Belgium: Senate Approves Measure Allowing Doctors to Euthanize Children

Liberals say Europeans are more enlightened than Americans. It wasn't true 70 years ago and it's not true now.

by Steven Ertelt | Brussels, Belgium | LifeNews.com | 12/12/13 12:56 PM

The Belgian Senate voted today 50-17 to extend euthanasia to children with disabilities, in a move pro-life advocates worldwide had been fearing would come and expand an already much-abused euthanasia law even further.

Of the 17 who voted against the bill, the majority were from the Christian Democrats, a traditionally Catholic political party.

The vote today in the full Senate comes after a Senate committee voted 13-4 to allow minors to seek euthanasia under certain conditions and the measure also would extend the right to request euthanasia to adults with dementia. No age limit would be set, but the children who are euthanized would have “to possess the capacity of discernment.”

Euthanasia has been legal in Belgium since 2002 but has, since its enactment, been prohibited for patients under 18. While euthanasia is legal in a handful of countries in Europe, Belgium is the first country in the world to lift all age restrictions on the practice. In 2012, Belgium recorded 1,432 cases of euthanasia – a 25% increase from 2011.

There is still a chance to stop the bill in the House of Representatives, though pro-life campaigners fear it will become law.

“Currently the Belgian euthanasia law limits euthanasia to people who are at least 18 years old. This unprecedented bill would extend euthanasia to children with disabilities,” says Alex Schadenberg of the Euthanasia Prevention Coalition. “The Belgian Socialist government is adamant that the euthanasia law needs to extend to minors and people with dementia even though there is significant examples of how the current law is being abused and the bracket creep of acceptable reasons for euthanasia continues to grow. The current practice of euthanasia in Belgium appears to have become an easy way to cover-up medical errors.”

“Regardless of disability, life should be valued. To pass legislation that allows termination of life for people with disabilities who are minors is unacceptable,” he added. “Instead we must make every effort to use the research provided to us to provide attentive care to relieve their physical suffering in a moral way.”

Dr Paul Saba of Physicians for Social Justice, is very concerned about the situation in Belgium.

“They are already euthanising people who are depressed or tired of life because they have taken the interpretations of saying physical and/or psychological suffering – you don’t have to have both, if you have one, why is that not enough?

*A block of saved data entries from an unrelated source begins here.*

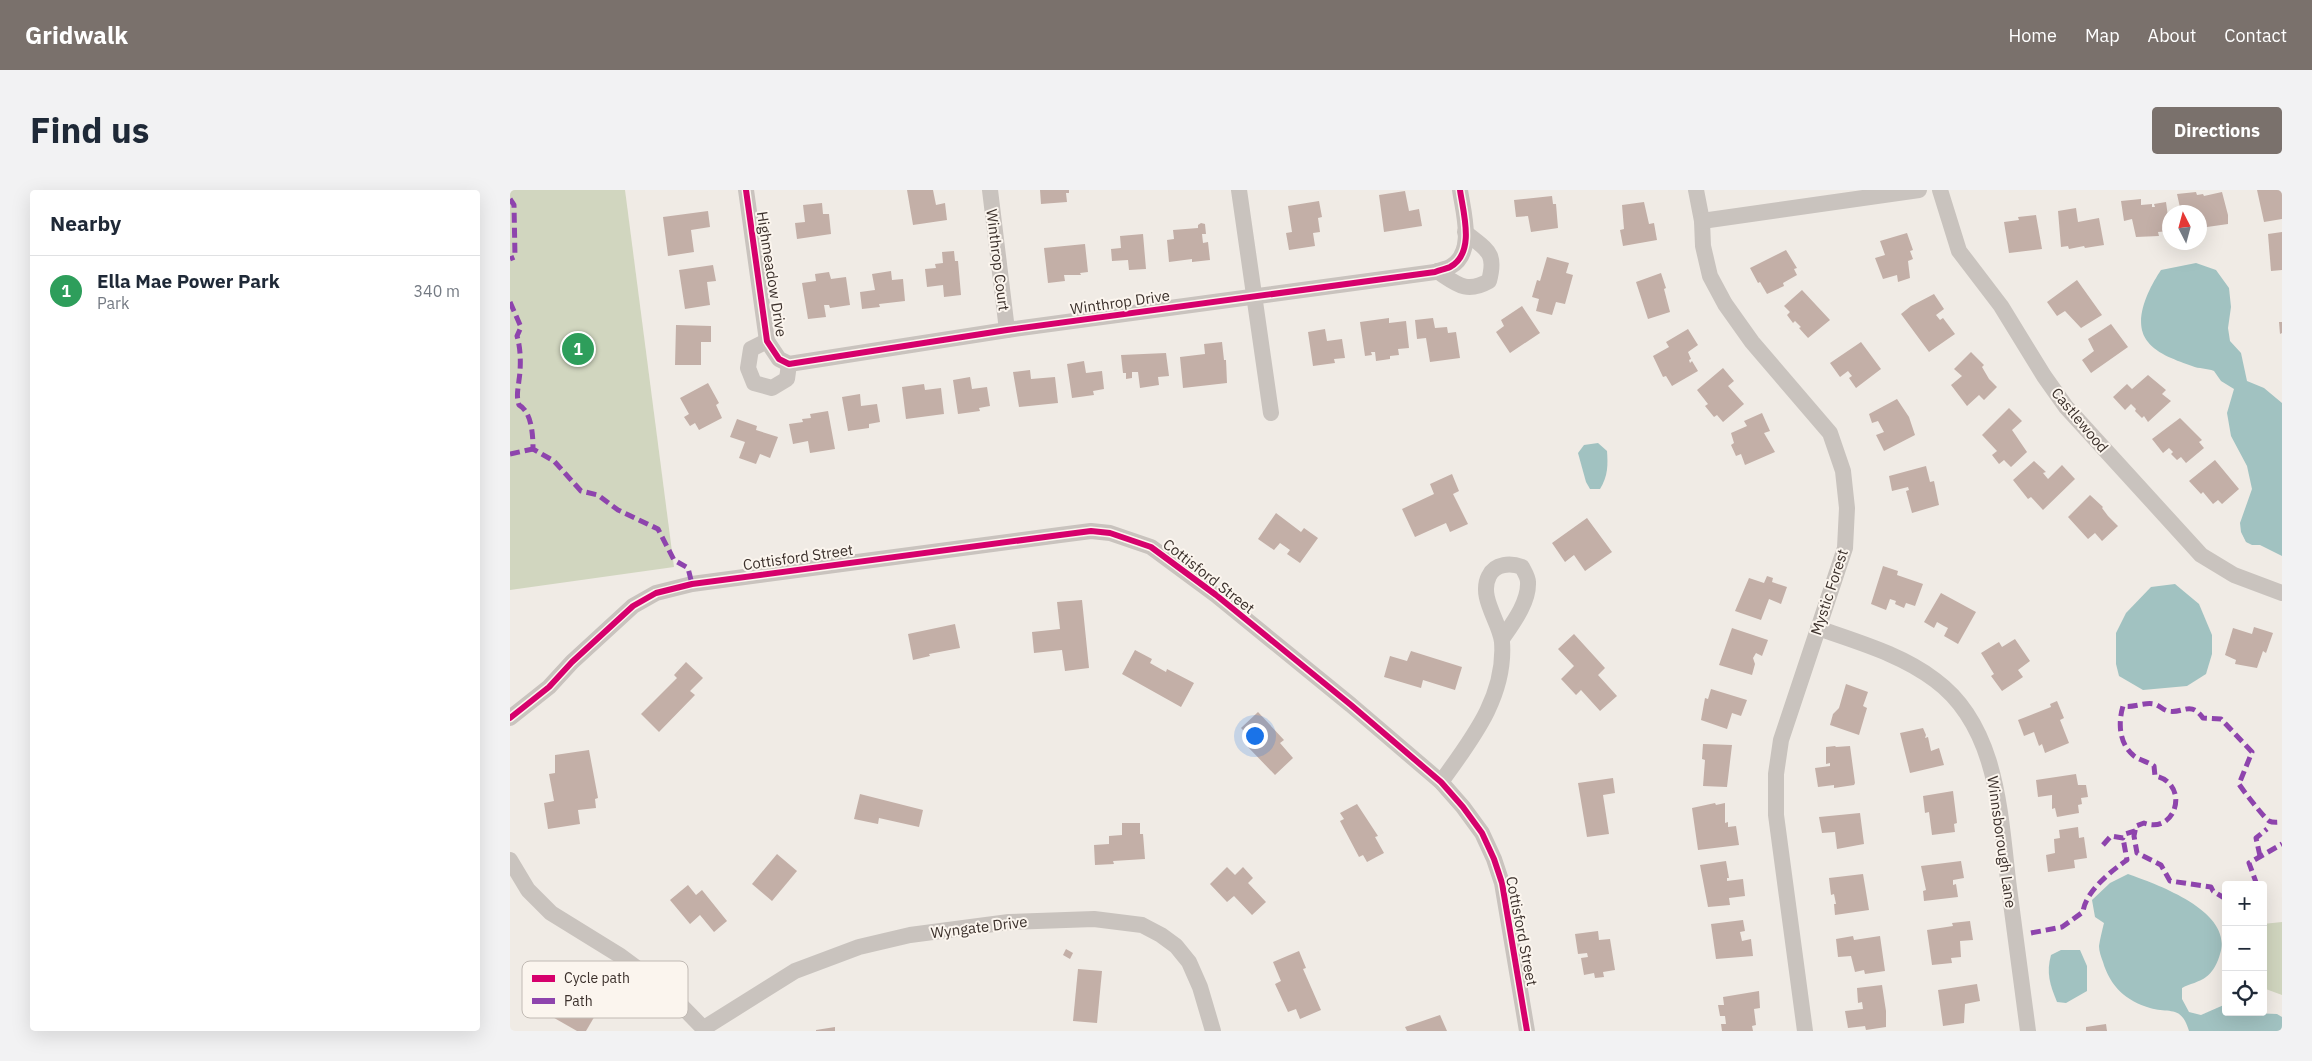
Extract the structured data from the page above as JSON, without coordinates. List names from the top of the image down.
{
  "streets": {
    "street": [
      "Winthrop Court",
      "Highmeadow Drive",
      "Winthrop Drive",
      "Castlewood",
      "Cottisford Street",
      "Mystic Forest",
      "Winnsborough Lane",
      "Wyngate Drive"
    ]
  },
  "crossings": [
    ["Winthrop Court", "Winthrop Drive"],
    ["Highmeadow Drive", "Winthrop Drive"],
    ["Mystic Forest", "Winnsborough Lane"]
  ],
  "legend": ["Cycle path", "Path"],
  "north": "top",
  "page": {
    "header": "Gridwalk",
    "nav": [
      "Home",
      "Map",
      "About",
      "Contact"
    ],
    "title": "Find us",
    "buttons": "Directions",
    "heading": "Nearby",
    "list": [
      {
        "mark": "1",
        "name": "Ella Mae Power Park",
        "note": "Park",
        "value": "340 m"
      }
    ],
    "pins": "1",
    "map_buttons": ["+", "−"]
  }
}
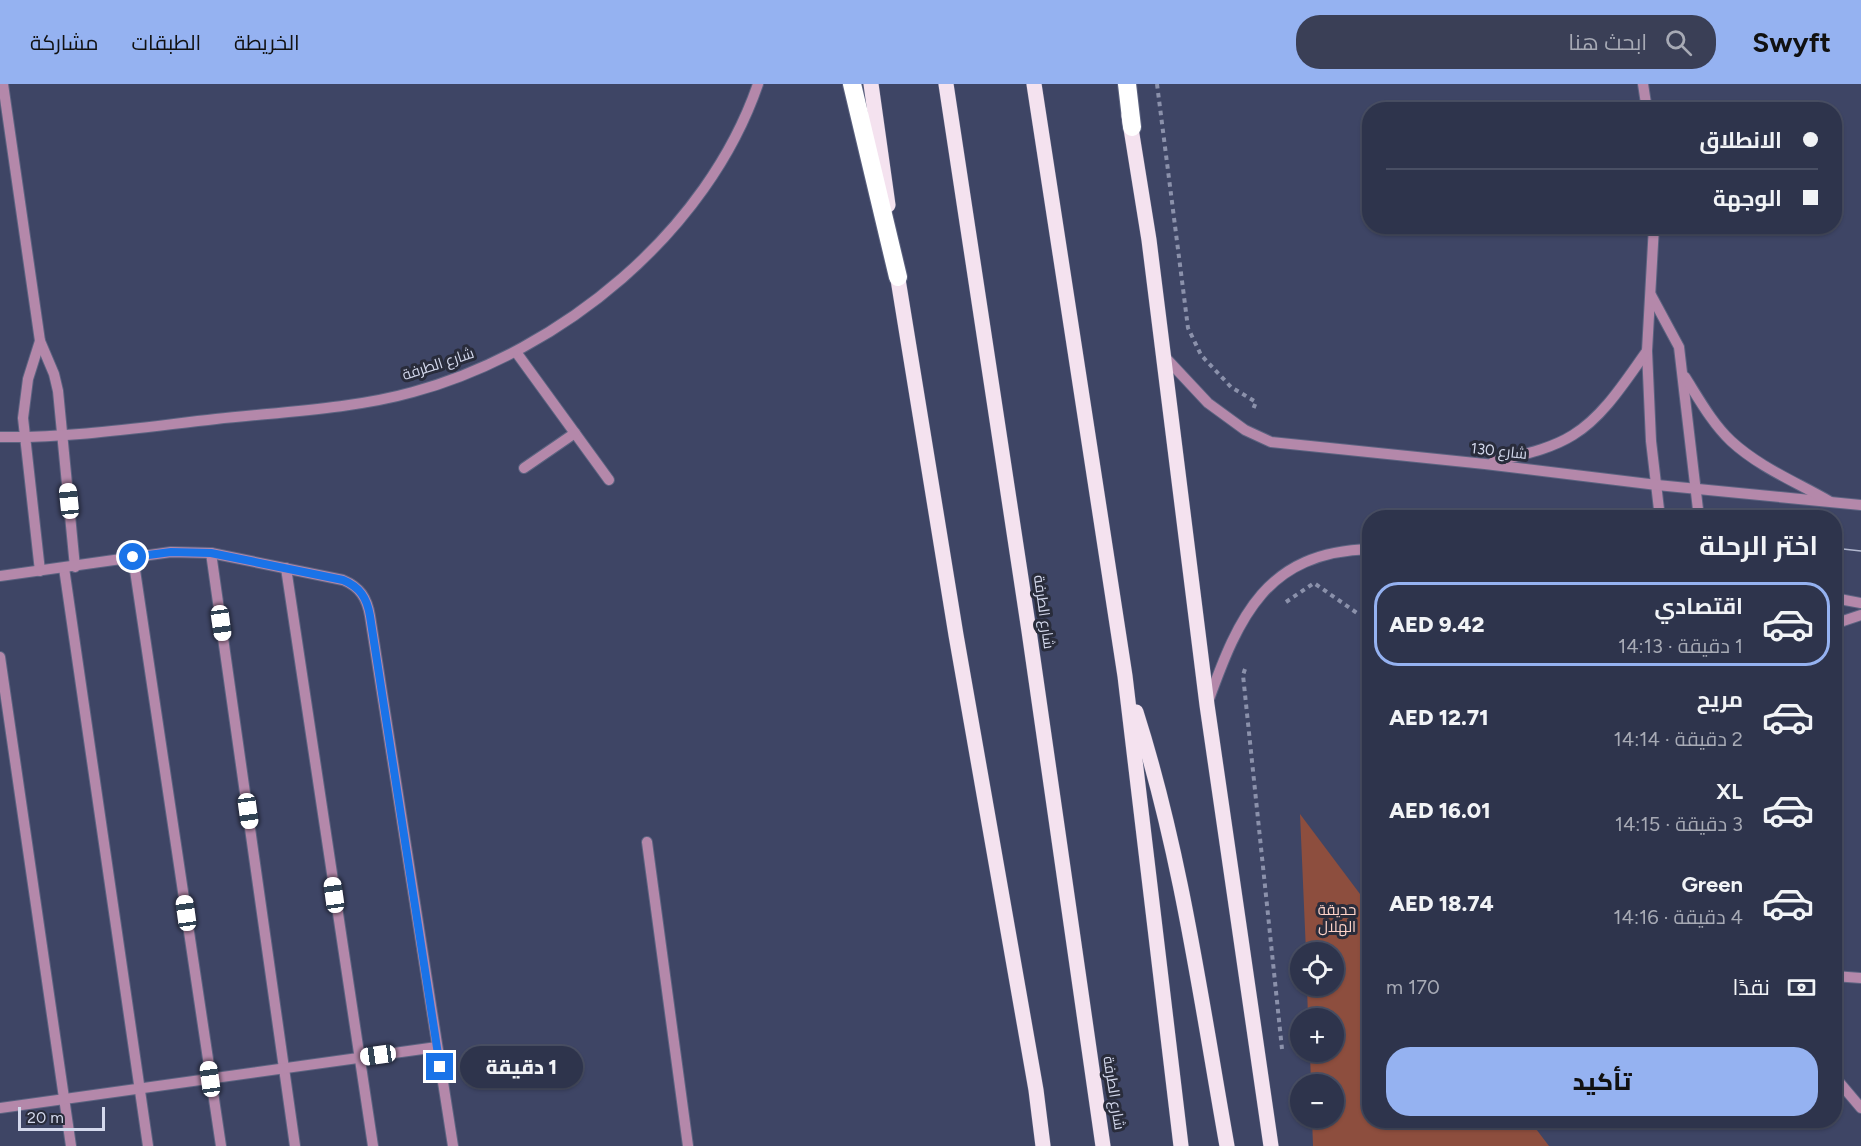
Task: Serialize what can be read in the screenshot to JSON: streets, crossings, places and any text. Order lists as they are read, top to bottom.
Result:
{
  "streets": {
    "main road": ["شارع الطرفة"],
    "street": ["شارع 130"]
  },
  "parks": ["حديقة الهلال"],
  "scale_bar": "20 m",
  "page": {
    "header": "Swyft",
    "search": "ابحث هنا",
    "nav": ["الخريطة", "الطبقات", "مشاركة"],
    "banner": ["الانطلاق", "الوجهة"],
    "heading": "اختر الرحلة",
    "list": [
      {
        "name": "اقتصادي",
        "note": "1 دقيقة · 14:13",
        "value": "AED 9.42"
      },
      {
        "name": "مريح",
        "note": "2 دقيقة · 14:14",
        "value": "AED 12.71"
      },
      {
        "name": "XL",
        "note": "3 دقيقة · 14:15",
        "value": "AED 16.01"
      },
      {
        "name": "Green",
        "note": "4 دقيقة · 14:16",
        "value": "AED 18.74"
      }
    ],
    "map_buttons": ["+", "−"],
    "pay": ["نقدًا", "170 m"],
    "buttons": "تأكيد",
    "bubble": "1 دقيقة",
    "scale": "20 m"
  }
}
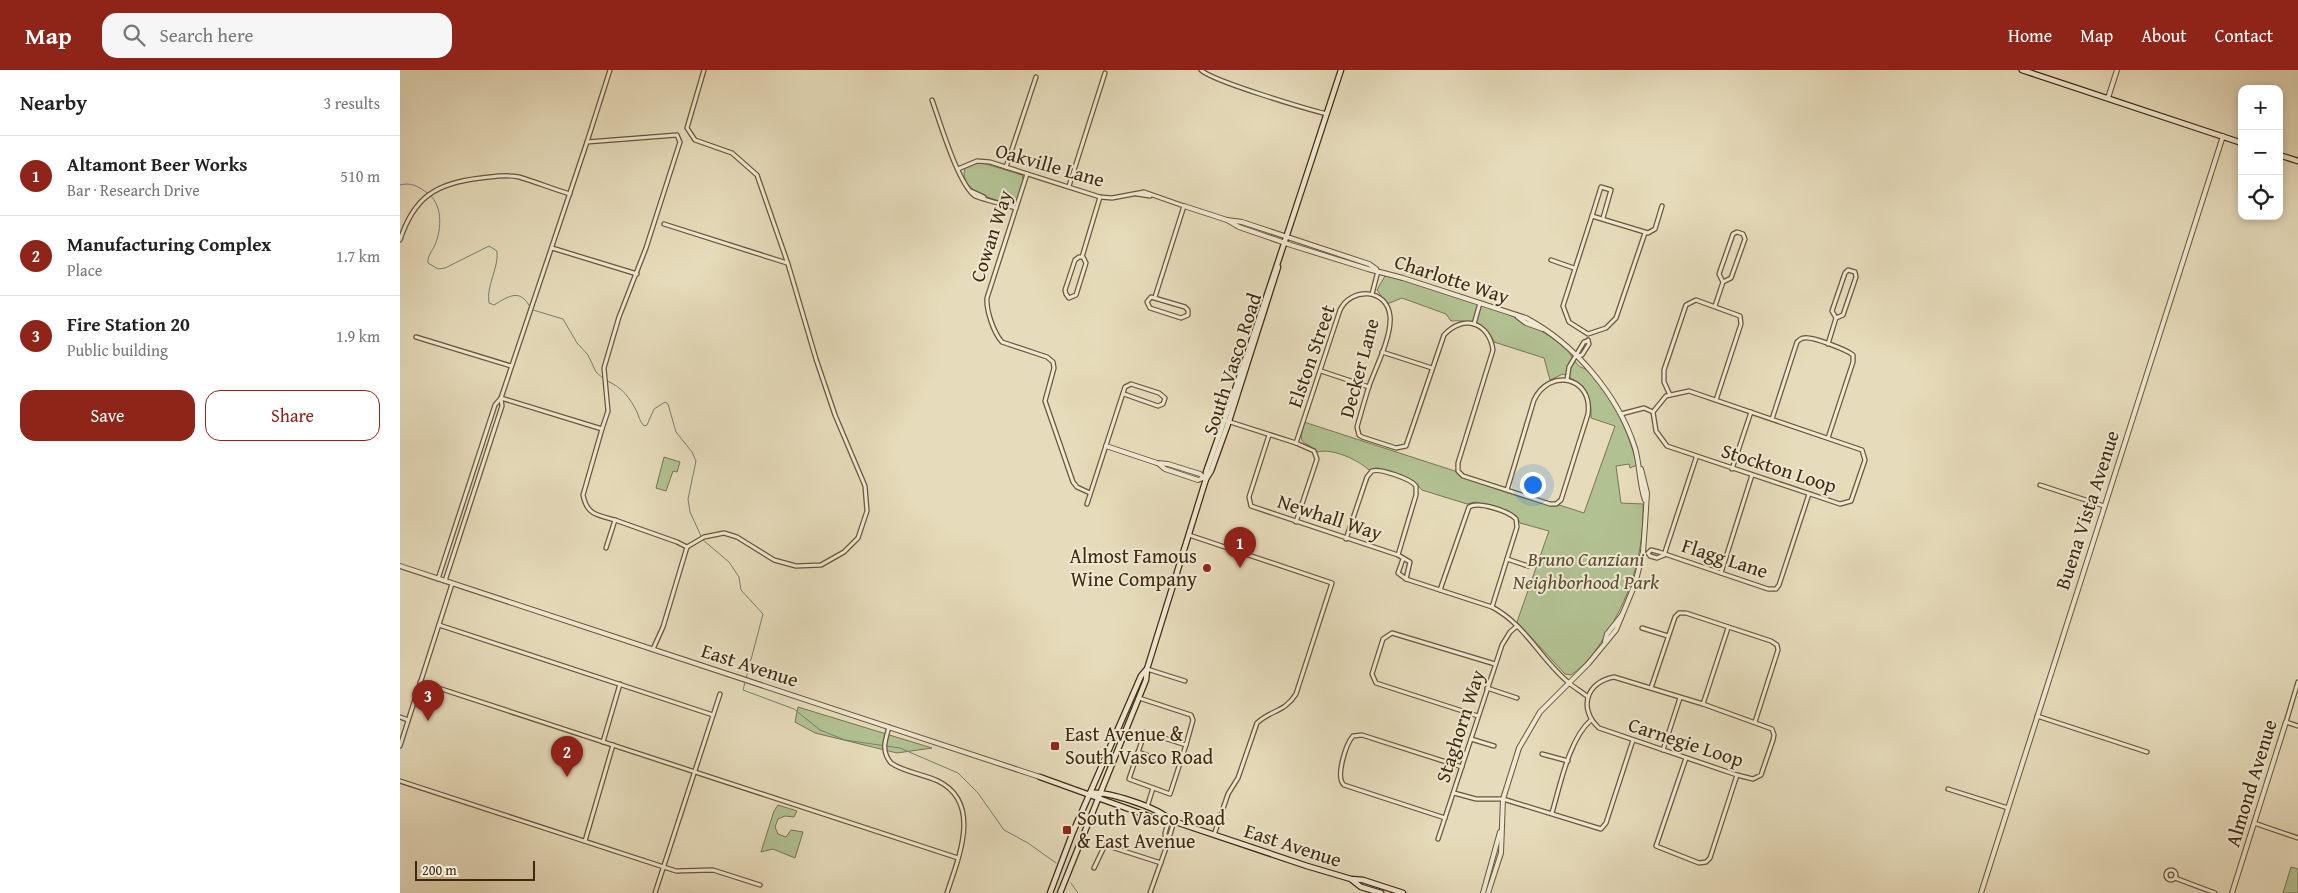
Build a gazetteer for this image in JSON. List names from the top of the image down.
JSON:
{
  "streets": {
    "main road": ["South Vasco Road", "East Avenue"],
    "street": [
      "Oakville Lane",
      "Cowan Way",
      "Charlotte Way",
      "Elston Street",
      "Decker Lane",
      "Stockton Loop",
      "Buena Vista Avenue",
      "Newhall Way",
      "Flagg Lane",
      "Staghorn Way",
      "Carnegie Loop",
      "Almond Avenue"
    ]
  },
  "crossings": [
    ["Oakville Lane", "Cowan Way"],
    ["Oakville Lane", "Charlotte Way"],
    ["Oakville Lane", "South Vasco Road"],
    ["Charlotte Way", "South Vasco Road"],
    ["Charlotte Way", "Flagg Lane"],
    ["Elston Street", "Decker Lane"],
    ["South Vasco Road", "East Avenue"],
    ["Stockton Loop", "Flagg Lane"]
  ],
  "parks": ["Bruno Canziani Neighborhood Park"],
  "places": {
    "other": ["Almost Famous Wine Company"],
    "transit": ["East Avenue & South Vasco Road", "South Vasco Road & East Avenue"]
  },
  "scale_bar": "200 m",
  "page": {
    "header": "Map",
    "search": "Search here",
    "nav": [
      "Home",
      "Map",
      "About",
      "Contact"
    ],
    "heading": ["Nearby", "3 results"],
    "map_buttons": ["+", "−"],
    "list": [
      {
        "mark": "1",
        "name": "Altamont Beer Works",
        "note": "Bar · Research Drive",
        "value": "510 m"
      },
      {
        "mark": "2",
        "name": "Manufacturing Complex",
        "note": "Place",
        "value": "1.7 km"
      },
      {
        "mark": "3",
        "name": "Fire Station 20",
        "note": "Public building",
        "value": "1.9 km"
      }
    ],
    "buttons": ["Save", "Share"],
    "pins": ["1", "3", "2"],
    "scale": "200 m"
  }
}
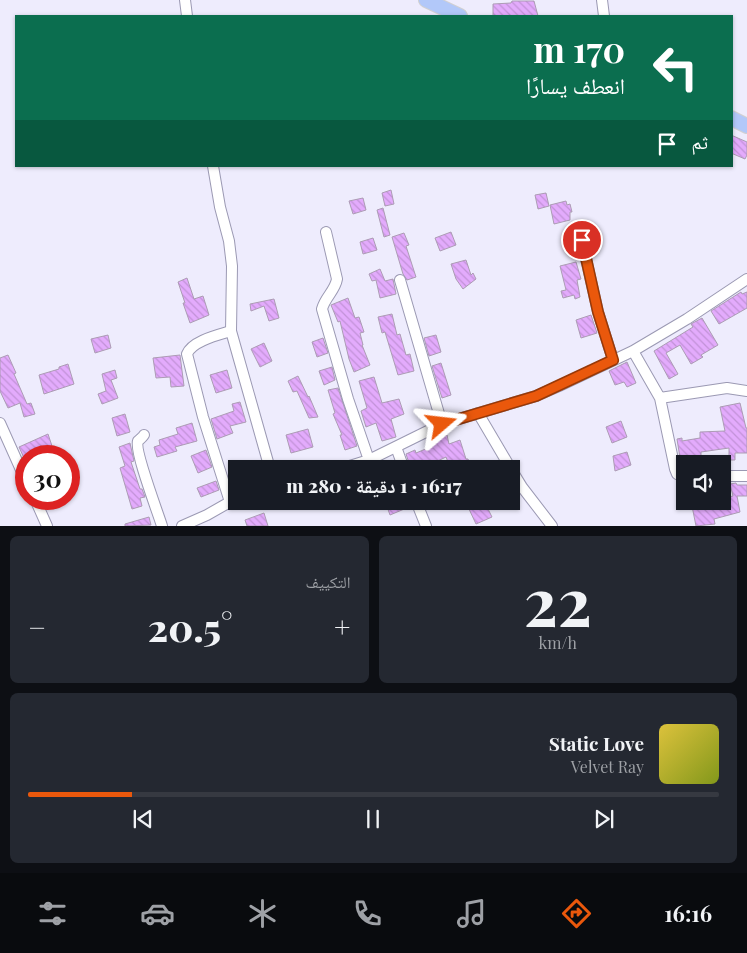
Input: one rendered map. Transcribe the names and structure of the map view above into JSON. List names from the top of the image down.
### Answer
{
  "page": {
    "turn": ["170 m", "انعطف يسارًا"],
    "then": "ثم",
    "limit": "30",
    "trip": "16:17 · 1 دقيقة · 280 m",
    "tile": [
      ["22", "km/h"],
      "التكييف"
    ],
    "heat": ["−", "20.5°", "+"],
    "song": ["Static Love", "Velvet Ray"],
    "tabs": "16:16"
  }
}
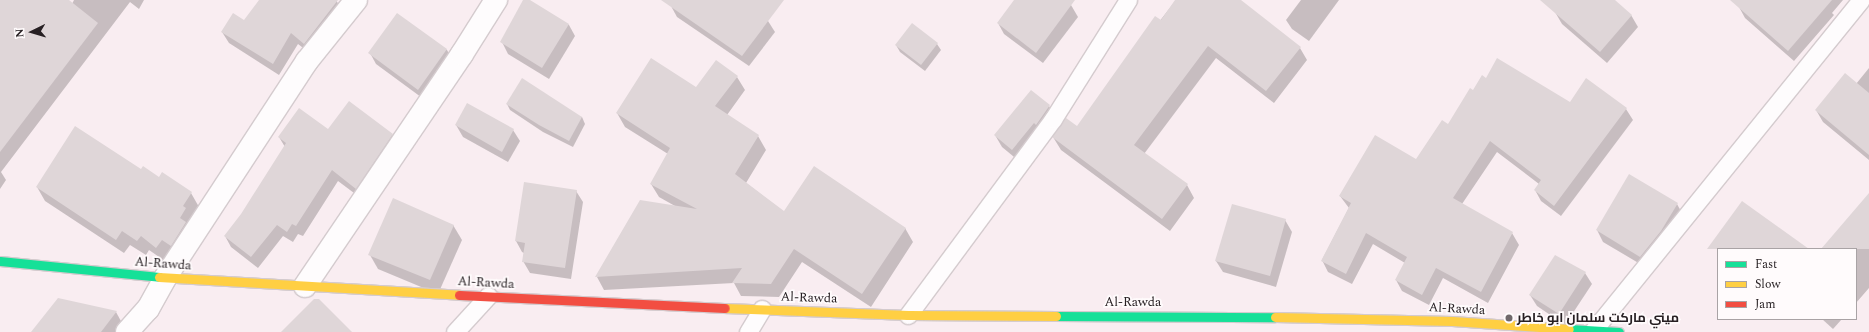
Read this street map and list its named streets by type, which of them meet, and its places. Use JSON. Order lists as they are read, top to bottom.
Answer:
{
  "streets": {
    "street": ["Al-Rawda"]
  },
  "places": ["ميني ماركت سلمان ابو خاطر"],
  "legend": ["Fast", "Slow", "Jam"],
  "north": "left"
}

If you are suffering, it’s a personal experience and it would be discriminatory for someone to judge what a person is suffering,” he says. “What this teaches us is that despite the government’s assurances that they will set very strict criteria, that won’t work.”

Testifying in front of Parliament in February, Professor Chris Van Geet of Leuven University asserted that the proposed law poses “ an enormous ethical problem.”Following the vote on Thursday, Tom Mortier, a lecturer in chemistry at Leuven University and an anti-euthanasia campaigner, called the vote “insanity.” Professor Mortier’s own mother, who was suffering from chronic depression at the time, was euthanized in 2012.

“Her departure wasn’t the serene family gathering, full of peace and reconciliation, which euthanasia supporters gush about,” Mortier stated. “The University Hospital in Brussels phoned my wife the day after.”


The leaders of Belgium’s Christian, Muslim, and Jewish communities put out a joint statement opposing the vote’s outcome. The statement read, “We mark out opposition to this extension and express our trepidation in the face of the risk of a growing trivialization of such a grave reality.”

There is enormous concern about abuses under the expanded euthanasia law.

Research conducted by the Canadian Medical Association Journal (CMAJ) in 2010 found that 32% of euthanasia deaths in the Flanders region of Belgium occurred without an explicit request.

Meanwhile, according to Schadenberg:

The number of euthanasia deaths in Belgium is skyrocketing with an increase of 25% in 2012. Recent studies indicate that up to 47% of all assisted deaths are not being reported, 32% of all assisted deaths are being done without request and nurses are killing their patients, even though the law restricts euthanasia to doctors.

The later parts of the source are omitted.